Python *Natural Language Processing *

In this article, I would like to describe how we’ve tackled the named entity recognition (aka NER) issue at one of the hugest banks in the world with the help of advanced AI techniques. It is one of many natural language processing (NLP) tasks that allows you to automatically extract data from unstructured text. This includes monetary values, dates, or names, surnames and positions.

Just imagine countless textual documents even a medium-sized organisation deals with on a daily basis, let alone huge corporations. Take us, for example: it is the largest financial institution in Russia, Central and Eastern Europe that has about 16,500 offices with over 250,000 employees, 137 million retail and 1.1 million corporate clients in 22 countries. As you can imagine, with such an enormous scale, the company collaborates with hundreds of suppliers, contractors and other counterparties, which implies thousands of contracts. For instance, the estimated number of legal documents to be processed in 2022 has been over 65,000, each of them consisting of 30 pages on average. During the lifecycle of a contract, a contract usually updated with 3 to 5 additional agreements. On top of this, a contract is accompanied by various source documents describing transactions. And in the PDF format, too.

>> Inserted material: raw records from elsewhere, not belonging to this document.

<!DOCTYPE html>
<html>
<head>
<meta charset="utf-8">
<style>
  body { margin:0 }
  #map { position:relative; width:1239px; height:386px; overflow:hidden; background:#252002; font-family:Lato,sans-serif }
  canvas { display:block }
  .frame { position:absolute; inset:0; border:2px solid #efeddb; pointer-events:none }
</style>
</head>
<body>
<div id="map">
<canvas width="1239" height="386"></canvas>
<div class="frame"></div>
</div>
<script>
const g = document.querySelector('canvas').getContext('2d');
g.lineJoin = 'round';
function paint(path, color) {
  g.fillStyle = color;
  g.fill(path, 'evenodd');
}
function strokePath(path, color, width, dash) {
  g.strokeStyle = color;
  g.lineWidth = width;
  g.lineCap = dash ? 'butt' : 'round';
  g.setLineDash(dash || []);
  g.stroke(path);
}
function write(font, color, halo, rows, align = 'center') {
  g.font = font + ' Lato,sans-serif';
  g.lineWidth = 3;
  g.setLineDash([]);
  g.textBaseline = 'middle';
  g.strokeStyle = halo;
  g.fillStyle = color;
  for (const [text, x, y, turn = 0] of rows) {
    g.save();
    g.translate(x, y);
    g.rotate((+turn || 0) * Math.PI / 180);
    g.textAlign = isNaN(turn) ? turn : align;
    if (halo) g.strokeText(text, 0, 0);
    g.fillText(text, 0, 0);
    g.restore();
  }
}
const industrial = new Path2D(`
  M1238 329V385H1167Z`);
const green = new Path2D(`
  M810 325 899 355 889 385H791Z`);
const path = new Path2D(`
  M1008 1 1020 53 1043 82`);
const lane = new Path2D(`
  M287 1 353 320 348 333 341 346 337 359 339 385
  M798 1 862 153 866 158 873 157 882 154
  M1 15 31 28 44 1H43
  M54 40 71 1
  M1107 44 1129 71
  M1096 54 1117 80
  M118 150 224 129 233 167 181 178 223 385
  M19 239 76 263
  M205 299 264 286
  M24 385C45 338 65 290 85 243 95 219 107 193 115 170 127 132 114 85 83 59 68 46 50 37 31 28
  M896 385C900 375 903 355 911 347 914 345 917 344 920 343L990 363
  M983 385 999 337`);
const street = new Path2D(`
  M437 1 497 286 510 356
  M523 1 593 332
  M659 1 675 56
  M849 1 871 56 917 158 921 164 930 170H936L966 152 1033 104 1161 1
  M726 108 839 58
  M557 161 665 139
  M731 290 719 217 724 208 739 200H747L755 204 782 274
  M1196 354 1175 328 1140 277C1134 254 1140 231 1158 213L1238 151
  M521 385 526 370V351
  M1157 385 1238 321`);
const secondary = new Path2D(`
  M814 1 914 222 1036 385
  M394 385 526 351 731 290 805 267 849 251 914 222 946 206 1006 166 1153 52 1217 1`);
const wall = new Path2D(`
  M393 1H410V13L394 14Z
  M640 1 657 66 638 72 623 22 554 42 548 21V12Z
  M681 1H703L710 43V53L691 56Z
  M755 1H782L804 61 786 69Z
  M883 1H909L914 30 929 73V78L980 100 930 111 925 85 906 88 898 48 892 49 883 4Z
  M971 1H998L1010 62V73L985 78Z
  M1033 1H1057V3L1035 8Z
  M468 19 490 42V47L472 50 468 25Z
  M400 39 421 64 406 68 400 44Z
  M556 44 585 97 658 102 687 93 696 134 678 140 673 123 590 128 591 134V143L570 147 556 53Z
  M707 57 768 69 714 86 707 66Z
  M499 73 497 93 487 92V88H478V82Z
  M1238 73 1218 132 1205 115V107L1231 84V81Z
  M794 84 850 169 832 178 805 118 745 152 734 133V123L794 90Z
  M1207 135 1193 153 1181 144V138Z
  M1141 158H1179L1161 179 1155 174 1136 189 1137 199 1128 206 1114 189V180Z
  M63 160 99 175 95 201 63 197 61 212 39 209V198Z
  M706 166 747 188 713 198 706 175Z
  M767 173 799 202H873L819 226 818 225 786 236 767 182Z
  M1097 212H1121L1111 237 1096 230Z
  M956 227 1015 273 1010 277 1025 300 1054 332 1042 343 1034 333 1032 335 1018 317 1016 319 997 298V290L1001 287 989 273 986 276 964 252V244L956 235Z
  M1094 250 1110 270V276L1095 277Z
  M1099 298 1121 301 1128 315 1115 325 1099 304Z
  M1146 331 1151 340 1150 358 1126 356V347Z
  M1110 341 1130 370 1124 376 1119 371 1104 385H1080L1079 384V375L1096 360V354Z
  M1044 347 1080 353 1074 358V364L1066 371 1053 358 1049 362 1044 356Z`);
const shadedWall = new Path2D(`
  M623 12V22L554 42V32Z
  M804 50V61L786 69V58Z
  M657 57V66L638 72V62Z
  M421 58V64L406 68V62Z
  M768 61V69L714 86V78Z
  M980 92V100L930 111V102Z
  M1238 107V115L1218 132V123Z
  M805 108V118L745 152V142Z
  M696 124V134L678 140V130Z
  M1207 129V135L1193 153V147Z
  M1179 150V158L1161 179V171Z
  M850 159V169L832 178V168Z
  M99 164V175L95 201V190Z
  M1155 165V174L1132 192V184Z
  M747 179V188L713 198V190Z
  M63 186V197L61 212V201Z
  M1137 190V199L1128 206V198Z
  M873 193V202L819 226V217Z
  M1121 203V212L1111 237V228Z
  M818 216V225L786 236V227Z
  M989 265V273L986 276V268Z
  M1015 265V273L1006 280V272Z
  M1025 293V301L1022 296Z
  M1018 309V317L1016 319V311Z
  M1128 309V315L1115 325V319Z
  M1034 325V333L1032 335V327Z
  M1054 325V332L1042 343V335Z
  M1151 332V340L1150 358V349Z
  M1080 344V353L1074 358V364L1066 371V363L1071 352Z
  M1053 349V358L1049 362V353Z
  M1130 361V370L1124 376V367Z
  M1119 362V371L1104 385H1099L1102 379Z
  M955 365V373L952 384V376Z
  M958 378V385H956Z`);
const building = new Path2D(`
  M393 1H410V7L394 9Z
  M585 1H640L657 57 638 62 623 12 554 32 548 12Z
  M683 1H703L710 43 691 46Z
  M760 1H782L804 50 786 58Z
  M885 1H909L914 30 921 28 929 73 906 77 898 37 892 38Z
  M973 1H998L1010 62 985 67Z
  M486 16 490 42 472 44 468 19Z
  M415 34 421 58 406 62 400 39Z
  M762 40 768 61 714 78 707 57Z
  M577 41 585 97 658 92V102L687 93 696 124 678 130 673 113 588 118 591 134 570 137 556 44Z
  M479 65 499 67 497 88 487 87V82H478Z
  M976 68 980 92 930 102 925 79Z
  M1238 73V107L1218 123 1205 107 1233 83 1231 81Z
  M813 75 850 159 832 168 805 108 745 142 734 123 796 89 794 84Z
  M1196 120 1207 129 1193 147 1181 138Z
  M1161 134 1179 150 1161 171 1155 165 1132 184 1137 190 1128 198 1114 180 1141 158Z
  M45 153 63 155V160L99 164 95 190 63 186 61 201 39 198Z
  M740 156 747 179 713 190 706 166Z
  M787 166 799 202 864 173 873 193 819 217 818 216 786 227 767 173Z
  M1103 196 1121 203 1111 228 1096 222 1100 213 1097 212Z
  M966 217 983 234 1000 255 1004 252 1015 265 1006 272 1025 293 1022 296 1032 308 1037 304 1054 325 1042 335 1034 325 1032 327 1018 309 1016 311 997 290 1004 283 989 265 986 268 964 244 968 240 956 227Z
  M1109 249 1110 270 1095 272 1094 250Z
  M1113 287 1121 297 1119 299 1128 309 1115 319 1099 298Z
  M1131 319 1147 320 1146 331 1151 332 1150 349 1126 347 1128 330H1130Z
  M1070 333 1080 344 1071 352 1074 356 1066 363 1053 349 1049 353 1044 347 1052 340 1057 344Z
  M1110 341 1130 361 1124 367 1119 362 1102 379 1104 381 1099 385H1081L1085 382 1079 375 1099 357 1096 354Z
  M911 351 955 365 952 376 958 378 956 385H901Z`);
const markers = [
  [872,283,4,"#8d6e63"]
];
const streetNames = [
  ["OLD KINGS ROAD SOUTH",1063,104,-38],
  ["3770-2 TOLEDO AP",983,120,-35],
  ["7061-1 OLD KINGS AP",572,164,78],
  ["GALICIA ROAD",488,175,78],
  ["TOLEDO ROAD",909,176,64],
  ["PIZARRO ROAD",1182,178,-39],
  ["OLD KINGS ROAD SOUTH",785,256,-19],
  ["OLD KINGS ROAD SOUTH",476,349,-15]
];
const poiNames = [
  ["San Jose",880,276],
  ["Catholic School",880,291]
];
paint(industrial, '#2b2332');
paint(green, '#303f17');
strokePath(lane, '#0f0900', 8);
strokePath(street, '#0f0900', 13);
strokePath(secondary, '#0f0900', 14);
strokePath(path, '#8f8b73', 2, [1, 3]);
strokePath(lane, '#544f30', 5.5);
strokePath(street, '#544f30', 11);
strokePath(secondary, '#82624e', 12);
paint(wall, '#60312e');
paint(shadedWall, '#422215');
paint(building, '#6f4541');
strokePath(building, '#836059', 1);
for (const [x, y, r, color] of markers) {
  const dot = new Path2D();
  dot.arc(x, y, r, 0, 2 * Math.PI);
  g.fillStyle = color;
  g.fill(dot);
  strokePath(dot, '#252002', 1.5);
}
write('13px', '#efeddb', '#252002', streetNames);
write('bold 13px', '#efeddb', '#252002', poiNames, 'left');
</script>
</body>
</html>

Previously, the processing duty befell our service centre’s employees who checked whether payment details in a bill match those in the contract and then sent the document to the Accounting Department where an accountant double-checked everything. This is quite a long journey to a payment, right?

The human factor added to the problem: the task of entering information into an ERP system is not your dream job and is quite mundane, which significantly affects the quality of the resulting data, not to mention that the entire process is relatively slow: according to our calculations, it takes about 3.5 minutes for an employee to process one contract. In addition, employees extract entities from documents only partially, for specific purposes, while all entities contain valuable information that we could use for other projects.

Here comes our document recognition task.

The contemporary tech space offers multiple intelligent document recognition solutions but none of them quite befitted our purposes (aside from, probably, ABBYY FlexiCapture) because we needed a universal solution.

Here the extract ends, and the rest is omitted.